Apple has recently been looking at opens its first retail Stores in the country, building its brand in a market that already has 1.2 billion people and is growing exponentially year over year.
It may seem cynical that American companies, driven by profit, are trying to break into these markets but, as Desai says, there services that are provided are valuable. The Times of India, one of the country’s national newspapers, published an article looking at how a local business owner uses WhatsApp.
Nanasaheb Sheersat, who is 40 years old, runs a catering business and has used the service to tell clients – many of whom have just recently got a phone – about his wares.
“I did not own a phone earlier. But when I learnt how to use WhatsApp, my mind buzzed with the endless opportunities it presented,” he told the Times. “I can spread the word about my products and stay in touch with my customers.”

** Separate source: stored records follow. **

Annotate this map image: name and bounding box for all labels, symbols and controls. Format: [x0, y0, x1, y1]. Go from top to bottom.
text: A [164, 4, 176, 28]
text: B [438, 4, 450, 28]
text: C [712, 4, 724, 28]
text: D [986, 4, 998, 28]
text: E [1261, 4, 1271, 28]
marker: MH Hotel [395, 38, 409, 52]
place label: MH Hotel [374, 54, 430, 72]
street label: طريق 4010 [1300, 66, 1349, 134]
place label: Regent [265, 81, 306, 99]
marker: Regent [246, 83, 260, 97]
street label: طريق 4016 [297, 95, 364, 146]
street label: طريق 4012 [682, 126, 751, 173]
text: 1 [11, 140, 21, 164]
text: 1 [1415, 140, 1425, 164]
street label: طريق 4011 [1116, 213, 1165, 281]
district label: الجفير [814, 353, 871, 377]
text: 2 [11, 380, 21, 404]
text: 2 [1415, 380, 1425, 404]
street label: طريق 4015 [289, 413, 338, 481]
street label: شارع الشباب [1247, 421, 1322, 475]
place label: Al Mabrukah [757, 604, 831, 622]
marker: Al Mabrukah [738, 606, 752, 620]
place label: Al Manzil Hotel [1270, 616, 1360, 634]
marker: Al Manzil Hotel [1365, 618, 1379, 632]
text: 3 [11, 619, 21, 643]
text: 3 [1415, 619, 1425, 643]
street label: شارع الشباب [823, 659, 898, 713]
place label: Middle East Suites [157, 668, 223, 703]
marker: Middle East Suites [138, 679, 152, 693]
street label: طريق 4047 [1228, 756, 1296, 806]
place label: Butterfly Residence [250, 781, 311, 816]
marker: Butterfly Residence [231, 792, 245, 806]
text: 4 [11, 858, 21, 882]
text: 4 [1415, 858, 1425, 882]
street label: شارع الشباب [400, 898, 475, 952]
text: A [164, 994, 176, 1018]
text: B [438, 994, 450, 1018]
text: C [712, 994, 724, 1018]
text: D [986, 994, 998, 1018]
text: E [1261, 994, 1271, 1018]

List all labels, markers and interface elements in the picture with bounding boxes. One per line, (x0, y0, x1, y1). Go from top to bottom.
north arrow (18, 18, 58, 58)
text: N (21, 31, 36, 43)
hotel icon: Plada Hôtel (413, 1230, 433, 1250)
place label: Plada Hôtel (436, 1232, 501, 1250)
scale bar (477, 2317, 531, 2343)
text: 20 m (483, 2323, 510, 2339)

These emerging markets bring their share of challenges too, however. Facebook is looking to invest heavily in “Free Basics,” a plan that would bring Internet to India for free but on a limited scale. The company, including CEO Mark Zuckerberg, has been pushing the service heavily, but the Indian government eventually rejected it, believing it would give Facebook too much power over how the Internet was used by millions of people.
This scepticism – which ended up with a tweet storm by a prominent Facebook board member that caused a lot of controversy – shows how hard it can be for Western companies to enter new markets, even if their intentions are largely good.
For Facebook, Google, and others, these markets, many of which are untapped by the big players in the West, are massive. China and India combined have over a quarter of the world’s entire population, for example.
Billions of dollars can be made by connecting people, as the story of Nanasaheb Sheersat shows, helping everyday people out in the process.
There is always a chance that the Next Big Thing hasn’t even been created yet, especially as the pace of user growth across all sectors increases exponentially, driven by the Internet and availability of apps and services. Snapchat, for example, did not exist a decade ago and is now used by millions
As Google, Facebook, Apple, and Co. dominate the technology world now, messaging, and the industry it has created, could see a new company – whether that be Kik, Snapchat, Line, Tencent, or anyone else -rise to the top.
There are billions of dollars – and as many conversations – at stake, as well as the loyalty of the next wave of Internet users in Asia, which could number in the billions. However, it’s still, in 2016, unclear who will win the race outright – and the battle is just getting started.